例えばペットボトル入りの水を売るためにはどうしたらいいかということをイメージして、それを具体化、具現化して、行動に移すことができないと、広報担当者としてはいかがなものか。これは実は人に教わるだけでは身につきません。さまざまな広報の指南書とかマーケティング理論から学ぶことはできますけれども、実際には教科書どおりにいかないのが現実です。時代も動いています。ですからどれだけ多くの現場をこなしてきたか。つまりどれだけ経験を積んできたかでスキルアップがはかれると思っております。ですから、タニタの広報室に関しては、前年踏襲型の仕事はしていません。常に新しい視点で広報活動を実施しています。こうしたことを踏まえまして、先ほど申しましたように、「市場創造型広報」の実践というのが今年度の大きなテーマになっています。
これまで広報部門は経費部門の1つと言われ続けてきました。その結果、よく言われる広告換算とか、いろいろな指標をソフト化して、これだけ貢献しているという数字を出していますけれども、はたしてそれでいいのかどうか。経営側が広報を経営機能の1つとして考えるのであれば、もう一歩進めて、我々の部門も収益部門にしていくべきではないかと考えています。弊社の場合は幸い風通しがよいというか、部門間の垣根を取り除きやすい部分もありますので、今のところは広報室がマネジメントして、ワンストップで実現するようなことをやっています。これによって、我々の商品の特徴的な部分を最大限に生かして、競合他社が参入できないマーケットをつくっていく等、いろいろなプロジェクトを動かしていまして、今後もそれをきちんと形にしていくように努力しています。
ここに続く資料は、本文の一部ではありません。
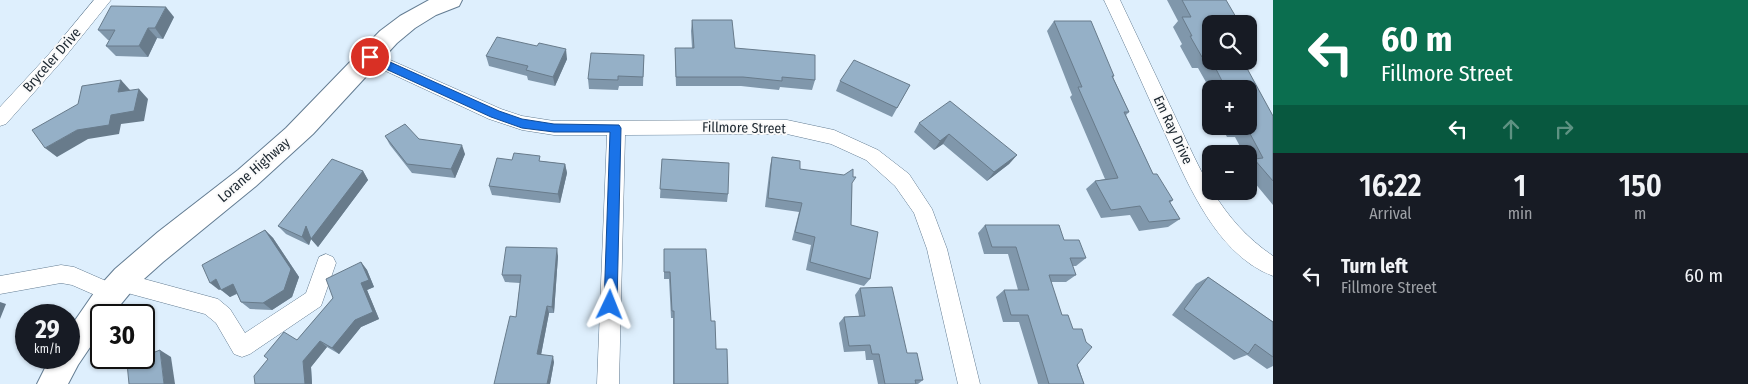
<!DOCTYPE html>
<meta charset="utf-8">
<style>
:root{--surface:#171b24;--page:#242831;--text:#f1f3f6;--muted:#9ea1a6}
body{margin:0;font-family:"Fira Sans Condensed",sans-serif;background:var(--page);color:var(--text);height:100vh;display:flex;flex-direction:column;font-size:19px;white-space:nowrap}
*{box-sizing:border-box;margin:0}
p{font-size:16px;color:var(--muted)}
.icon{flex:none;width:28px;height:28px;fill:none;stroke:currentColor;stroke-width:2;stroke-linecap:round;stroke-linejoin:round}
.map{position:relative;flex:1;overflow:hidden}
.details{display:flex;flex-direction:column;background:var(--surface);width:475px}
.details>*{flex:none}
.banner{background:#0b6e4f;color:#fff;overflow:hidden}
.controls{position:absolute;left:1202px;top:15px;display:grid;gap:10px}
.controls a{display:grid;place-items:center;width:55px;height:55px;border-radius:10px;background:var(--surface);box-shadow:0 1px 4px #0004;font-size:25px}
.speed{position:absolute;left:15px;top:304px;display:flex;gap:10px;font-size:25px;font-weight:700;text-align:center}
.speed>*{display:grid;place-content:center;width:65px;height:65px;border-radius:50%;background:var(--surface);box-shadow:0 1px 4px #0004;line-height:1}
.speed small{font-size:12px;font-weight:400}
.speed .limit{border:2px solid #111;border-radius:8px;background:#fff;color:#111}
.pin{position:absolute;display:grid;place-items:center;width:42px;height:42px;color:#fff;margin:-21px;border:2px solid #fff;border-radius:50%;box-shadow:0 1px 5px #0007}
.me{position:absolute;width:55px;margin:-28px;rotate:2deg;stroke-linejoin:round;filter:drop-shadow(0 0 4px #0008)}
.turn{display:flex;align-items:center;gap:18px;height:105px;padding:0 25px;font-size:22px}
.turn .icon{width:65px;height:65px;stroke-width:2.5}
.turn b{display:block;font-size:35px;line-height:42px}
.lanes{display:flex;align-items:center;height:48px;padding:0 25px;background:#0003;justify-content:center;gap:25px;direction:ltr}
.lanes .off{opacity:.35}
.eta{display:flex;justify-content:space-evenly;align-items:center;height:85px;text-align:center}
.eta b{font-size:30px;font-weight:600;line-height:35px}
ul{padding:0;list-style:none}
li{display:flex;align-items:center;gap:15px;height:75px;padding:0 25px}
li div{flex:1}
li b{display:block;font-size:19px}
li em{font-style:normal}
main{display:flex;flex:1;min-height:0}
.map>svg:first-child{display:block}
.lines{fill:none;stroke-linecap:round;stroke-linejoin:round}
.street-casing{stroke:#637c92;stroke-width:1}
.secondary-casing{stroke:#637c92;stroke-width:2}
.street{fill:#fff;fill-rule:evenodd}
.secondary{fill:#fff;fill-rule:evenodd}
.wall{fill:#8097ab}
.shaded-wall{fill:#687b8b}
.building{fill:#95b0c7;stroke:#687b8b}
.route{fill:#1a73e8;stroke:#114b97}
.labels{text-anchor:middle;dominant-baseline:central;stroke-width:4;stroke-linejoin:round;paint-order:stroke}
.street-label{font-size:14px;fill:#1b262f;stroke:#fafafa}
</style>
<main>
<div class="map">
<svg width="1273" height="384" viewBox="0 0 1273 384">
<rect width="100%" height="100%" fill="#deeffd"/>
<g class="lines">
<!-- street casing -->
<g class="street-casing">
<g id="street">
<polygon points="94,0 111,0 61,62 6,124 0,126 0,107 49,54"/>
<path d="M1104,0H1120C1138,38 1156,76 1174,114C1201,171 1219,219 1273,256V276C1211,253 1182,169 1156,114C1139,76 1122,38 1104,0Z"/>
<polygon points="370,51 501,109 522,116 554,121 787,120 834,130 878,150 909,174 932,209 947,249 980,384 958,384 927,249 914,213 895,186 866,160 831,144 787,134 625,135 619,384 597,384 607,135 554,135 522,130 489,119 364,61 362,57 364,53"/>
<polygon points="326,254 333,257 336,263 321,306 250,354 242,357 234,354 216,323 205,314 120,291 121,293 118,300 111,302 72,285 61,283 0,294 0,276 61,265 74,267 113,284 115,275 122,273 218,299 230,309 245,333 306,293 319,257"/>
</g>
</g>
<!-- secondary casing -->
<g class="secondary-casing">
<polygon id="secondary" points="429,0 462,0 459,6 436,15 415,28 397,43 313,134 256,186 163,262 135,287 112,315 101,315 101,331 78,365 68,384 37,384 50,358 69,358 69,329 96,290 115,269 158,232 238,170 286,128 380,31 400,16"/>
</g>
<!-- street -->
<use href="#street" class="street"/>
<!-- secondary -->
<use href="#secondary" class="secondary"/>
</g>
<!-- wall -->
<g class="wall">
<polygon points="1167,0 1226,0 1211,61 1249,61 1249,53 1253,60 1246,67 1273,116 1273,205 1249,176 1249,154 1244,154 1235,137 1227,137 1221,126 1249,126 1249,89 1211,89 1211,91 1198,68 1192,68 1180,46 1182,44 1173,27 1178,21"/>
<polygon points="174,17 163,39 157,38 148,57 116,56 106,46 110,40 108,40 98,30"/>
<polygon points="692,20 735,48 815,80 812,90 780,87 779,90 741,86 676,86 675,58 675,48 692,48 691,31"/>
<polygon points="1054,21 1114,76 1113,77 1129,112 1126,115 1153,174 1173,200 1170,203 1180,219 1168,227 1139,231 1130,215 1101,218 1086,189 1095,181 1105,179 1070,97 1072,95 1047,31"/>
<polygon points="537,46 567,59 555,86 528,80 527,76 489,66 486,56"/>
<polygon points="644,55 643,86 619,86 618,90 589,89 588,79"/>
<polygon points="840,81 910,85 892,117 836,91"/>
<polygon points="919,123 1017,155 1009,164 987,181 943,144 934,150 914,132"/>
<polygon points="385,136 419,139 465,154 455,178 412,173 390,145"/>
<polygon points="772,157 800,169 852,185 851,225 870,279 864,286 806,270 811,245 792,240 799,212 765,207 770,166"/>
<polygon points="662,159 728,194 727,202 660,198"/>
<polygon points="512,160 541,161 565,164 567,173 560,203 492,195 489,186"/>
<polygon points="363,171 368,180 318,247 311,239 309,245 286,234 278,226"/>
<polygon points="985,225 1064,240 1086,258 1076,266 1072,266 1076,275 1066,282 1051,282 1084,384 1038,384 1019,322 1003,322 996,297 1004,290 1018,290 1008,254 984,254 978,233"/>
<polygon points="265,230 273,238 299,277 292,297 272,310 250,309 241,302 237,294 230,297 221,289 219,290"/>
<polygon points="664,249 711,321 716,349 728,384 673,384 673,318 671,318 669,279 664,279"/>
<polygon points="558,256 554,313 549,313 541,355 554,362 550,384 494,384 516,317 520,283 505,282 502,275"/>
<polygon points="361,262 367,270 374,287 367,290 379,319 361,327 339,354 327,347 311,367 312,384 255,384 297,340 333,298"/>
<polygon points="1208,277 1273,322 1273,366 1267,369 1247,355 1234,360 1172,315 1196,284"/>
<polygon points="860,288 907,353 923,380 918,384 878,384 873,360 866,360 865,351 844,352 839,323 844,317 859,316 855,295"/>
</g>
<!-- shaded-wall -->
<g class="shaded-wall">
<polygon points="166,7 174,17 163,39 155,28"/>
<polygon points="148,28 157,38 148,57 139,46"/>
<polygon points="566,49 567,59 555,86 553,77"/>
<polygon points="121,80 130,90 128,102 118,92"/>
<polygon points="139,89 148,99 144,121 121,124 119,134 88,139 57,157 45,148 77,130 111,115"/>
<polygon points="949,134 943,144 934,150 940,141"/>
<polygon points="462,145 465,154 455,178 451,169"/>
<polygon points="1017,155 1009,164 987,181 994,172"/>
<polygon points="565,164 567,173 560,203 558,194"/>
<polygon points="363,171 368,180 318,247 311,239 309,245 302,237 306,226"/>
<polygon points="265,230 273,238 299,277 292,297 272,310 263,303"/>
<polygon points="557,248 558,256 554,313 552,307"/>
<polygon points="361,262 367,270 374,287 367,290 379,319 361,327 339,354 332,348"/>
<polygon points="216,279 225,286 219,290 210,283"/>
<polygon points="233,284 241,291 230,297 221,290"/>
<polygon points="0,302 6,304 0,319"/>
<polygon points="547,306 549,313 540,360 537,354"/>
<polygon points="320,341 327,347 311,367 312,384 305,384 303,361"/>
<polygon points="160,350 171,357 175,384 164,384"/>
<polygon points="553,356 554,362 550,384 547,384"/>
</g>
<!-- building -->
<g class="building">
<polygon points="1182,0 1226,0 1240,24 1211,24 1211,61 1243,61 1273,116 1273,181 1254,159 1263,158 1247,128 1238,128 1238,126 1249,126 1249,89 1226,89 1217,71 1208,57 1202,57 1190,36 1192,36 1182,17 1191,17"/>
<polygon points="111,6 166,7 155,28 148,28 139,46 106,46 115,30 98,30"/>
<polygon points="692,20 732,20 735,48 815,55 815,80 782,77 782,81 743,77 676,77 675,48 694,48"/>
<polygon points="1054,21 1091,21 1114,76 1112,76 1129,112 1124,112 1153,174 1157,174 1173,200 1169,201 1180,219 1149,222 1140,206 1111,210 1095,181 1118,178 1078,87 1082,87"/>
<polygon points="497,37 537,46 539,43 566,49 553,77 526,70 528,66 486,56"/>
<polygon points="591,53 644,55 643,77 618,76 618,80 588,79"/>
<polygon points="1249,53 1253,60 1249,60"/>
<polygon points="854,60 910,85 897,108 840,81"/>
<polygon points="121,80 118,92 139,89 134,111 111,115 109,125 77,130 45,148 32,130 78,104 82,86"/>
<polygon points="950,101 1017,155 994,172 949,134 940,141 919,123"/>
<polygon points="405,124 419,139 462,145 451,169 407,164 385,136"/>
<polygon points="514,153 540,156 539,161 565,164 558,194 489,186 497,158 512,160"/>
<polygon points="772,157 800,161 800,169 844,175 853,169 853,177 856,177 852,183 851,225 878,232 870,279 810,262 815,237 795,232 802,203 768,198"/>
<polygon points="332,159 363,171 311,239 306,226 302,237 278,226"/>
<polygon points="662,159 729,163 728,194 660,189"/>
<polygon points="985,225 1059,225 1064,240 1079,240 1086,258 1070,258 1076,275 1049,275 1062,315 1068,315 1073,329 1082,329 1086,342 1092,347 1077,365 1084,384 1049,384 1028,315 1011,315 1004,290 1029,290 1016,247 992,247"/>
<polygon points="265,230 291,269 284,290 263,303 241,302 233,284 221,290 216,279 210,283 202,265"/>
<polygon points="506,247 557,248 552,307 547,306 537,354 553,356 547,384 494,384 510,316 516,317 521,275 502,275"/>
<polygon points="664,249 706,249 711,321 715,321 716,349 727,349 728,384 674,384 674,311 672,311 670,272 664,272"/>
<polygon points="361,262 369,280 361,283 373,312 355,320 332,348 320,341 303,361 305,384 255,384 254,376 268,359 264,356 284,332 297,340 333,298 326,279"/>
<polygon points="1208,277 1273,322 1273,357 1255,344 1248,354 1184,309"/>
<polygon points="892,287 907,353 917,353 923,380 915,380 916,384 885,384 879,354 872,354 870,345 849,346 844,317 865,316 860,288"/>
<polygon points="160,350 164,384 129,384 127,363"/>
</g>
<!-- route -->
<polygon class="route" points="370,53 499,111 522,119 554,124 619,125 621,128 617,305 615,309 610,311 606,309 604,305 610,132 554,132 522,128 491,117 366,60 365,57"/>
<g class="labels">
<!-- street labels -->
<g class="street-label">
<text transform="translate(52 60) rotate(-49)">Bryceler Drive</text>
<text transform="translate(744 128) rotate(1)">Fillmore Street</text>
<text transform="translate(1173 130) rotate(65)">Em Ray Drive</text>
<text transform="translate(254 170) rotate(-41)">Lorane Highway</text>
</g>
</g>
</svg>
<div class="controls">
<a><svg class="icon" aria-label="search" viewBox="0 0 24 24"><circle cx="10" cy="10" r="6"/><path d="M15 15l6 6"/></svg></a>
<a>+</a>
<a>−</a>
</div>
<div class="speed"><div>29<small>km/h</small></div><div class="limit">30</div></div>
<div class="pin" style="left:370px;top:57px;background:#d93025"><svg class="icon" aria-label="arrive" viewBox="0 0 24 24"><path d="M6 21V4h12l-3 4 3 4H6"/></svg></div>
<svg class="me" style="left:610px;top:305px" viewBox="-20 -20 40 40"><path d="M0-17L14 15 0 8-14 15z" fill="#1a73e8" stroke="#fff" stroke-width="4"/></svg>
</div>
<section class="details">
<div class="banner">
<div class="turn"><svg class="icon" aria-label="left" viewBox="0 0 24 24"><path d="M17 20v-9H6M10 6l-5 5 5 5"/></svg><div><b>60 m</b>Fillmore Street</div></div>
<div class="lanes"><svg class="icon" aria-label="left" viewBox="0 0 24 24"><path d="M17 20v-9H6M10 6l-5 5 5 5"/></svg><svg class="icon off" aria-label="ahead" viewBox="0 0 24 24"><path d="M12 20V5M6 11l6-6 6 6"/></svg><svg class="icon off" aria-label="right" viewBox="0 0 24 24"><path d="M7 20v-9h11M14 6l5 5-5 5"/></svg></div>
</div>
<div class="eta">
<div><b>16:22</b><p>Arrival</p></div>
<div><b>1</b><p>min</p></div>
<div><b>150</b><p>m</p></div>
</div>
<ul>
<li><svg class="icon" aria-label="left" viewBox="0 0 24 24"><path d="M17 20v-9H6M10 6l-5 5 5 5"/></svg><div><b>Turn left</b><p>Fillmore Street</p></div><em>60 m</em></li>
</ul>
</section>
</main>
当然これらのことは我々広報室が勝手にやっていることではありません。ちゃんとトップ、事業部、関係部門と必ず連携して進めております。会社の姿勢として、方向性として、こういう形で今マーケット・クリエーションを進めているというのが実態であります。
最後になりますけれども、謙虚さと誠実さが新しい道を開く近道であります。それを繰り返し実践しながら、今年の最大のテーマである「市場創造型広報」、ある意味では刈り取りまで広報部門がすべてやってしまうという形のフレームをつくっていきたい。そして、来年度はそれを生かして次の広報の戦略を打ち立てていきたいと考えています。